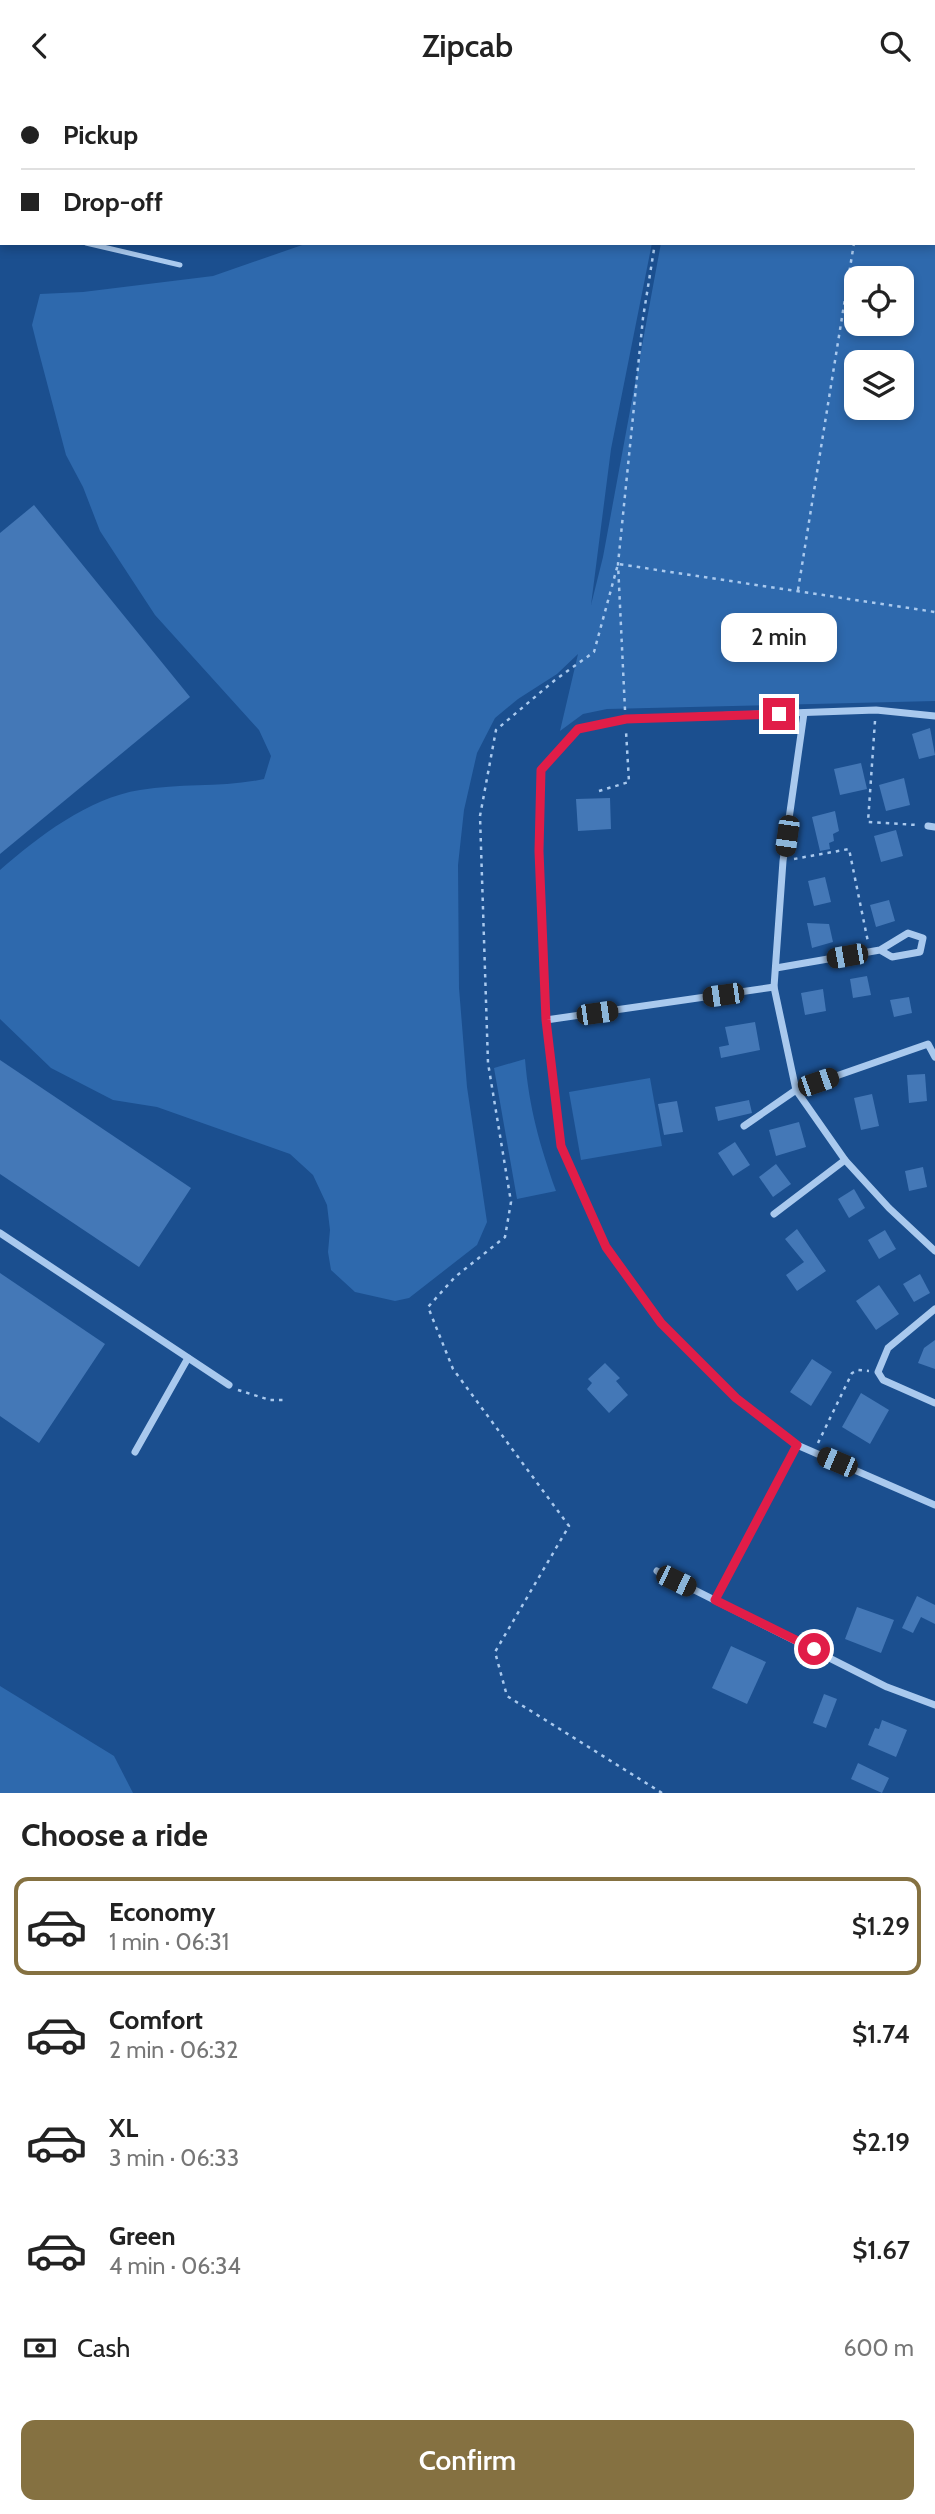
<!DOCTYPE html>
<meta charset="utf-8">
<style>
body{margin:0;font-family:Cabin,sans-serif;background:#f6f6f6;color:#222;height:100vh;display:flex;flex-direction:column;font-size:26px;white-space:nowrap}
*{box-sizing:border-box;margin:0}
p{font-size:23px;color:#767676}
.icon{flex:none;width:38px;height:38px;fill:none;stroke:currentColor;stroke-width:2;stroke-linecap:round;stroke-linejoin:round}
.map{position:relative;height:1702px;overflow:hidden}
.side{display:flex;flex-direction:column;background:#fff;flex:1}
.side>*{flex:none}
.top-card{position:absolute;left:0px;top:0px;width:936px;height:154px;box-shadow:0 4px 10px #0003;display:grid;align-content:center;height:154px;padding:0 21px;background:#fff}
.tools{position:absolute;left:844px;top:175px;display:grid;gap:14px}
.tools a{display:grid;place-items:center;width:70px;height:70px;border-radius:14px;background:#fff;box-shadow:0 4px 10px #0003;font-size:35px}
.end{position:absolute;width:32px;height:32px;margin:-16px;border:9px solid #e11d48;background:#fff;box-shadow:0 0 0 4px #fff}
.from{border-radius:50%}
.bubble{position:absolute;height:49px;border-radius:14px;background:#fff;box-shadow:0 4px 10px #0003;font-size:23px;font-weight:600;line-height:49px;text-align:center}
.car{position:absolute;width:21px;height:42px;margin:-21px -10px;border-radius:9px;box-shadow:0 0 5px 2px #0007;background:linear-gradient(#222 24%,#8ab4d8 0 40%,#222 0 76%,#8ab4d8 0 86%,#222 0)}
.top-card b{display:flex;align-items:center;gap:24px;height:66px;font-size:26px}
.top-card b+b{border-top:2px solid #e0e0e0}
.top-card i{width:18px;height:18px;background:#222}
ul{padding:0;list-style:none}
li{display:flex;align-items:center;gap:21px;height:98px;margin:0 14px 10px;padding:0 7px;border:4px solid transparent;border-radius:14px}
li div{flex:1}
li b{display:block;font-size:26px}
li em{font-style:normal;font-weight:600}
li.active{border-color:#857141}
li>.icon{width:63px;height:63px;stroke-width:1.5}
h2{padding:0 21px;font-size:32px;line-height:84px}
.pay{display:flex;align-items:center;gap:18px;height:77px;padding:0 21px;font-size:26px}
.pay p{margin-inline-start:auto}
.action{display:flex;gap:14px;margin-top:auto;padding:14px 21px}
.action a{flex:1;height:80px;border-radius:14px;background:#857141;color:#fff;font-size:28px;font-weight:600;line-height:80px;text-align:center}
header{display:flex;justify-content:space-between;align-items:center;height:91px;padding:0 21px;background:#fff;font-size:32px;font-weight:600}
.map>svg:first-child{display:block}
.green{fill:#2e69ad;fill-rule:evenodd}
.building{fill:#4478b7}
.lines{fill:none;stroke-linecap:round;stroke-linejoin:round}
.path{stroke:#a9c9ee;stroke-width:2.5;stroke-dasharray:3.5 5;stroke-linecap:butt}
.lane{stroke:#a9c9ee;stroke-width:5}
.street{stroke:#a9c9ee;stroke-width:7}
.route{stroke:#e11d48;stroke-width:9}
</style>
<header><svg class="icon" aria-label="back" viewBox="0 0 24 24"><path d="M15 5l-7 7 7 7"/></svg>Zipcab<svg class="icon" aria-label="search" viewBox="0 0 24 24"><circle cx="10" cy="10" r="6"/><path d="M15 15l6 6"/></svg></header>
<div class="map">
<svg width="935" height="1702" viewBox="0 0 935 1702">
<rect width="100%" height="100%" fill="#1b4f8f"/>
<g class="green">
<path d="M690,0H935V610L607,618L583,623L560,640L578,563L557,583L518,608L495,627L477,662L464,719L458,774L459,897L467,996L487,1131L477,1154L409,1207L395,1210L355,1201L331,1179L328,1161L330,1139L327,1114L313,1084L290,1063L157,1016L113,1009L51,977L0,928V779C38,746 88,707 140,699C181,692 223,697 264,688L271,665L259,639L155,524L100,440L83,396L66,364L37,254L32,234L40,203L83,201L213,185L308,152H652L611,358L591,514L603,466L661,152H934V2ZM856,187H901V233H856ZM856,271H901V317H856Z"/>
<path d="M525,968C529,1017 540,1055 556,1100L517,1108L494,977Z"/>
<path d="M650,987L662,1055L581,1069L569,1001Z"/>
<path d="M0,1595L114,1665L133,1702H0Z"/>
</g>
<g class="building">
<path d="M34,414L190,606L0,763V442Z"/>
<path d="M930,637L935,664L919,668L912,643Z"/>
<path d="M861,672L867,698L840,704L834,678Z"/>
<path d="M904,687L910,714L886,720L879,694Z"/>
<path d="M610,707L611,738L578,740L576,708Z"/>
<path d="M835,720L839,740L833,743L834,750L829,752L830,758L820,760L812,726Z"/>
<path d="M896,739L903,765L881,771L874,745Z"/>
<path d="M825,786L831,811L814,815L808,790Z"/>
<path d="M889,809L895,830L876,836L870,814Z"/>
<path d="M807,832L829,833L833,851L812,857Z"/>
<path d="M867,885L871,904L853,907L850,888Z"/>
<path d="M823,898L826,920L805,924L801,902Z"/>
<path d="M909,906L912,922L894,926L890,909Z"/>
<path d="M755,931L760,959L721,967L719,956L729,954L725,936Z"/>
<path d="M0,969L191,1097L139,1176L0,1083Z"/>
<path d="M925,983L927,1010L909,1012L907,984Z"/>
<path d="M872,1003L879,1035L861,1039L854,1007Z"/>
<path d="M749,1009L752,1022L718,1030L715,1016Z"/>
<path d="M677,1010L683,1041L664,1044L658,1013Z"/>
<path d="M799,1031L806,1056L776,1065L769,1039Z"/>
<path d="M735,1051L750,1074L733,1085L718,1062Z"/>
<path d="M776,1073L791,1093L773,1106L759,1086Z"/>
<path d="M923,1076L927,1096L909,1100L905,1080Z"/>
<path d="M854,1098L865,1117L849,1127L838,1108Z"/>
<path d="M797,1138L826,1180L797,1200L786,1184L804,1171L785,1148Z"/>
<path d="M885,1139L896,1158L879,1168L868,1149Z"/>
<path d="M0,1182L105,1253L39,1352L0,1325Z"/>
<path d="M920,1183L930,1202L914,1211L903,1193Z"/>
<path d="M879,1194L899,1223L876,1239L856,1210Z"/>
<path d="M935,1249V1278L918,1272L924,1257Z"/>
<path d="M812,1268L832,1281L811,1315L790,1301Z"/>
<path d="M605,1272L620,1287L616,1290L628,1304L609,1322L587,1298L592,1292L588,1288Z"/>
<path d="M861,1302L889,1319L870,1353L842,1336Z"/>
<path d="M917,1505L935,1514V1533L921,1526L913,1542L902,1537Z"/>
<path d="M857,1516L894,1529L881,1562L845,1548Z"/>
<path d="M731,1555L766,1571L747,1613L712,1597Z"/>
<path d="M824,1603L837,1608L826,1637L813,1632Z"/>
<path d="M882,1629L907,1639L896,1666L868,1654L875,1637L879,1638Z"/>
<path d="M858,1672L889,1687L882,1702L851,1688Z"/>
</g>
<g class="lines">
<g class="path">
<path d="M714,2L715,0"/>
<path d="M934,135H935"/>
<path d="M798,499L854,152"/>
<path d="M625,619L618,473L643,227L655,152"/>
<path d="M875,630L868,731L917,734"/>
<path d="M599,700L629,691L626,640"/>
<path d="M794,768L849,758L868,851"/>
<path d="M238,1299L270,1309H283"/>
<path d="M818,1352L852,1282L858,1279L869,1280"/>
<path d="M662,1702L507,1605L495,1561L569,1435L453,1278L428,1216L455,1186L505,1146L511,1111L488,972L480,725L496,639L555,589L594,561L618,473L935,521"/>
</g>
<g class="lane">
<path d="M0,10L2,11"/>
<path d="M86,152L180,174"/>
</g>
<g class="street">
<path d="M101,0L108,2"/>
<path d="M281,2V0"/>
<path d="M804,622L783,770L774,896L796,999L845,1069L889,1117L935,1160"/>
<path d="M935,625L876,619L626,628L578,638L541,679L539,760L546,929L561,1055L606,1156L661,1232L736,1307L797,1354L935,1414"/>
<path d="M928,735L935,736"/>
<path d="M776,877L880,859L892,866L920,861L923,847L908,842L880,859"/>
<path d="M546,929L774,896"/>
<path d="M744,1035L796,999L928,953L935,966"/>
<path d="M774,1123L845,1069"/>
<path d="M0,1142L229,1294"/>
<path d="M935,1218L888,1257L878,1281L883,1289L935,1312"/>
<path d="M135,1361L188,1267"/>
<path d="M657,1480L887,1596L935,1614"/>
<path d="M715,1509L797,1354"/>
</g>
</g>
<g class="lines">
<path class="route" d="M779,623L626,628L578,638L541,679L539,760L546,929L561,1055L606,1156L661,1232L736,1307L797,1354L715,1509L814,1558"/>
</g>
</svg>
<div class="tools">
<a><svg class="icon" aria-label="locate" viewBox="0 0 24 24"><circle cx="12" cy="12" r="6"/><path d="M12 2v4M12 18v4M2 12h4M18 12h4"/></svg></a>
<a><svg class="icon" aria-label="layers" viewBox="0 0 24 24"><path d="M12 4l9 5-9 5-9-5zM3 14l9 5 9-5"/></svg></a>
</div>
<i class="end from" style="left:814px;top:1558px"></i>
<i class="end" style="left:779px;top:623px"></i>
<div class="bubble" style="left:721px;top:522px;width:116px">2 min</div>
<i class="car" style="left:787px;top:745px;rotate:188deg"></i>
<i class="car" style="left:847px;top:865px;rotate:260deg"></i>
<i class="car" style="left:723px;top:904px;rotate:262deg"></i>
<i class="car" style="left:597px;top:922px;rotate:82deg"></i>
<i class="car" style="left:818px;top:991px;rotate:71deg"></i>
<i class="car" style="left:837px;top:1371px;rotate:293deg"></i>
<i class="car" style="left:676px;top:1490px;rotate:116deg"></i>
<div class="top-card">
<b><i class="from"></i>Pickup</b>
<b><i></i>Drop-off</b>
</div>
</div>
<section class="side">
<h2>Choose a ride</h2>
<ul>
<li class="active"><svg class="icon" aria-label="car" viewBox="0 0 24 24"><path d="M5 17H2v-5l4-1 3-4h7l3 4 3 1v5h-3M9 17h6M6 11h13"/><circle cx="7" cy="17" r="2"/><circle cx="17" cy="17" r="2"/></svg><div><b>Economy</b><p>1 min · 06:31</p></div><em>$1.29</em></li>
<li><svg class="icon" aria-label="car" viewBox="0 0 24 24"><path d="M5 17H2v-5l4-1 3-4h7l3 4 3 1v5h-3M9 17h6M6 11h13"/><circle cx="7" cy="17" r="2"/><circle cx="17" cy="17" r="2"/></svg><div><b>Comfort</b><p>2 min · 06:32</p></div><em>$1.74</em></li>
<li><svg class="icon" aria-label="car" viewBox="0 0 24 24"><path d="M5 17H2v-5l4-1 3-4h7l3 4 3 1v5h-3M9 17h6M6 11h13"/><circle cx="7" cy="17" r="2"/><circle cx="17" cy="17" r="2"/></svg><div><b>XL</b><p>3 min · 06:33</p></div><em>$2.19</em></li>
<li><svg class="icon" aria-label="car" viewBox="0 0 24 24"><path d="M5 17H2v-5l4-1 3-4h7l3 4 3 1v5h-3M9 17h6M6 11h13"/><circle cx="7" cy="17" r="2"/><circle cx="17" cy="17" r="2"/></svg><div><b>Green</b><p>4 min · 06:34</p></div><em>$1.67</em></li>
</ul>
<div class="pay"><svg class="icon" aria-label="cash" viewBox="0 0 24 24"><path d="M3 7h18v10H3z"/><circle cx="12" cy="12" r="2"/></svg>Cash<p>600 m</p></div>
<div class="action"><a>Confirm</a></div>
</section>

WHAT YOU WILL DO:
Reading the records above, count the lines that include "linecap" and say only how many.

EXERCISE RESPONSE:
3